I've been doing poorly on my engineering notes recently, mostly because I haven't been having many successes worth writing about. On the other hand, I did manage to get something working in Go.

At work, we had a problem: We wanted to deploy CookieCutter, but we wanted it deployed as a service and we wanted it deployed in a Golang only environment. So I ended up re-writing the core algorithm in Go and hooking into the server and it more or less works.

I... really don't like Go. At all. It's weird ad-hoc polymorphism with three-feature signatures just feels all wrong and broken to me. People used to call Python a "bondage-and-discipline language" because you were not allowed to be sloppy, at all, with your whitespace. Go makes Python look positively libertine. You are not allowed to experiment in Go. Warnings are errors— if you block out some code, you have to block out any imports that are referenced only in that code. It makes for an annoying development experience. Go is not only for mediocre developers1, but it genuinely makes potentially great developers into mediocre ones by constantly discouraging developers from trying any harder.

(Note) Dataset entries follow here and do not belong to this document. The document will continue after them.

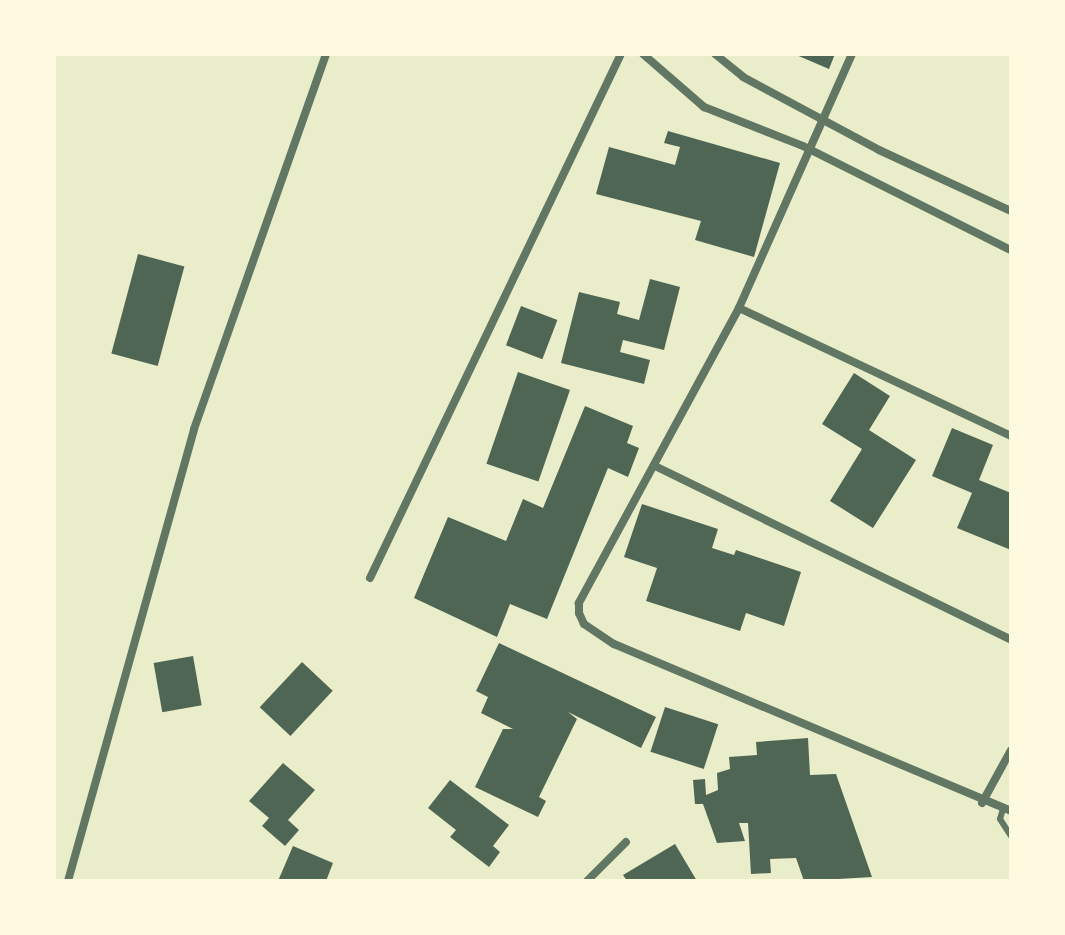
<!DOCTYPE html>
<html>
<head>
<meta charset="utf-8">
<style>
	body { margin:0 }
	#map { position:relative; width:1065px; height:935px; overflow:hidden; background:#e9edc9; font-family:Manrope,sans-serif }
	div>[style] { position:absolute }
	[style*='--x'] { left:calc(var(--x)*1px); top:calc(var(--y)*1px); width:calc(var(--w)*1px); rotate:calc(var(--a)*1deg) }
	.building>* { inset:0; background:#4f6655; transform-origin:0 0 }
	.service>* { height:6px; margin:-3px; padding:0 3px; transform-origin:3px; border-radius:3px; background:#617663 }
	.minor>* { height:8px; margin:-4px; padding:0 4px; transform-origin:4px; border-radius:4px; background:#617663 }
	span { translate:-50% -50%; white-space:nowrap; text-align:center; line-height:1.15; -webkit-text-stroke:6px #fefae0; paint-order:stroke }
	.frame { position:absolute; inset:0; border:56px solid #fefae0; pointer-events:none }
</style>
</head>
<body>
<div id="map">
	<div class="building">
		<i style="clip-path:polygon(794px 54px,835px 54px,829px 69px)"></i>
		<i style="clip-path:polygon(668px 131px,780px 163px,754px 257px,695px 240px,701px 221px,596px 194px,609px 147px,675px 165px,680px 147px,664px 143px)"></i>
		<i style="left:138px;top:254px;width:48px;height:103px;rotate:15deg"></i>
		<i style="clip-path:polygon(650px 279px,680px 287px,664px 350px,623px 340px,620px 352px,650px 360px,644px 384px,561px 363px,579px 292px,620px 302px,617px 314px,639px 320px)"></i>
		<i style="left:521px;top:306px;width:39px;height:42px;rotate:21deg"></i>
		<i style="left:518px;top:372px;width:55px;height:97px;rotate:19deg"></i>
		<i style="clip-path:polygon(854px 373px,890px 396px,869px 430px,916px 460px,873px 528px,830px 501px,862px 449px,822px 424px)"></i>
		<i style="clip-path:polygon(585px 406px,633px 426px,627px 443px,639px 448px,628px 477px,608px 468px,547px 619px,510px 604px,497px 637px,414px 598px,448px 517px,506px 541px,523px 499px,543px 508px)"></i>
		<i style="clip-path:polygon(952px 428px,993px 445px,979px 480px,1011px 493px,1011px 550px,957px 528px,972px 493px,932px 476px)"></i>
		<i style="clip-path:polygon(642px 504px,718px 529px,712px 548px,734px 555px,736px 550px,801px 572px,784px 626px,746px 613px,740px 631px,646px 601px,657px 568px,624px 557px)"></i>
		<i style="clip-path:polygon(499px 643px,656px 717px,641px 748px,568px 712px,577px 719px,539px 797px,546px 801px,538px 817px,475px 787px,503px 729px,513px 729px,481px 713px,488px 697px,476px 691px)"></i>
		<i style="left:193px;top:656px;width:50px;height:40px;rotate:80deg"></i>
		<i style="left:302px;top:662px;width:42px;height:62px;rotate:43deg"></i>
		<i style="left:665px;top:707px;width:56px;height:47px;rotate:18deg"></i>
		<i style="clip-path:polygon(808px 738px,810px 775px,836px 774px,872px 877px,804px 881px,796px 858px,770px 859px,771px 873px,751px 874px,748px 823px,739px 823px,745px 841px,717px 843px,703px 804px,695px 804px,693px 780px,705px 779px,706px 795px,718px 790px,717px 773px,730px 769px,729px 757px,757px 755px,756px 742px)"></i>
		<i style="clip-path:polygon(283px 763px,315px 790px,288px 820px,299px 830px,285px 846px,262px 826px,269px 818px,249px 801px)"></i>
		<i style="clip-path:polygon(450px 780px,509px 825px,493px 846px,500px 852px,489px 867px,450px 837px,456px 830px,428px 808px)"></i>
		<i style="clip-path:polygon(675px 844px,697px 881px,627px 881px,623px 875px)"></i>
		<i style="clip-path:polygon(293px 846px,333px 863px,326px 881px,278px 881px)"></i>
	</div>
	<div class="service">
		<i style="--x:1003;--y:809;--w:10;--a:107"></i>
		<i style="--x:1000;--y:819;--w:20;--a:57"></i>
	</div>
	<div class="minor">
		<i style="--x:643;--y:54;--w:81;--a:41"></i>
		<i style="--x:704;--y:107;--w:106;--a:21.5"></i>
		<i style="--x:803;--y:146;--w:233;--a:26.6"></i>
		<i style="--x:715;--y:54;--w:36;--a:39"></i>
		<i style="--x:743;--y:77;--w:154;--a:28.2"></i>
		<i style="--x:879;--y:150;--w:145;--a:24.8"></i>
		<i style="--x:852;--y:54;--w:278;--a:114"></i>
		<i style="--x:739;--y:308;--w:336;--a:118.5"></i>
		<i style="--x:579;--y:603;--w:10;--a:90"></i>
		<i style="--x:579;--y:613;--w:12;--a:66"></i>
		<i style="--x:584;--y:624;--w:36;--a:34"></i>
		<i style="--x:614;--y:644;--w:431;--a:22.8"></i>
		<i style="--x:739;--y:308;--w:301;--a:25.2"></i>
		<i style="--x:655;--y:466;--w:396;--a:26"></i>
		<i style="--x:370;--y:578;--w:581;--a:-64.41"></i>
		<i style="--x:982;--y:803;--w:60;--a:-61.3"></i>
		<i style="--x:68;--y:881;--w:469;--a:-74.4"></i>
		<i style="--x:194;--y:429;--w:398;--a:-70.6"></i>
		<i style="--x:587;--y:881;--w:55;--a:-45"></i>
	</div>
	<div class="frame"></div>
</div>
</body>
</html>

I mean, I get it. For what it does, Go does it really, really well. And it probably is the best thing in the space it occupies right now. But that space just feels dumb to me.

But here's what I have learned:

The cheesiest way to test if a file is a binary is to open it, read in 512 bytes, and ask the UTF8 library "Does this look like valid text to you?"

The Filepath library looks exactly like Python's. Walk() even works more or less the same way.

I really wish Go had generics. That programmers could use. It obviously does have them— lists and maps can take interface{} as an arbitrary value type!

The OS library looks exactly like Python's.

So does the Path library.

I really wish Go had higher-kinded types, if only so error-handling monads and railway-oriented programming could be a thing.

Although it's not well-documented, in recent versions of Go the object returned by bytes.Buffer() implements io.Writer, so we can all stop implementing our own Read() and Write() methods on top of str.

The Templating Library is awkward, using the Clojure-ism (!) of a leading dot to distinguish between a symbol lookup and a symbol invocation. But it's nicely powerful and feels a bit like Jinja2.

The Go version of shutil.copy() does not reproduce the file permissions of the source correctly. Write your own.

For such a damnably restricted language, the documentation tool is unforgivably louche.

I really wish Go had macros.

Go has closures. It has functions as first-class objects. It's lack of the features that came with these is inexcusable.

The ioutil.TempDir() works exactly like the Python version.

I really wish Go had an implemented version of du(1). Guess I'll have to write that myself.

The syscall.Statfs() works exactly like Python's os.statvfs.


Rob Pike, the principle architect of Go, wrote of it:

Our programmers are not capable of understanding a brilliant language but we want to use them to build good software. So, the language that we give them has to be easy for them to understand and easy to adopt.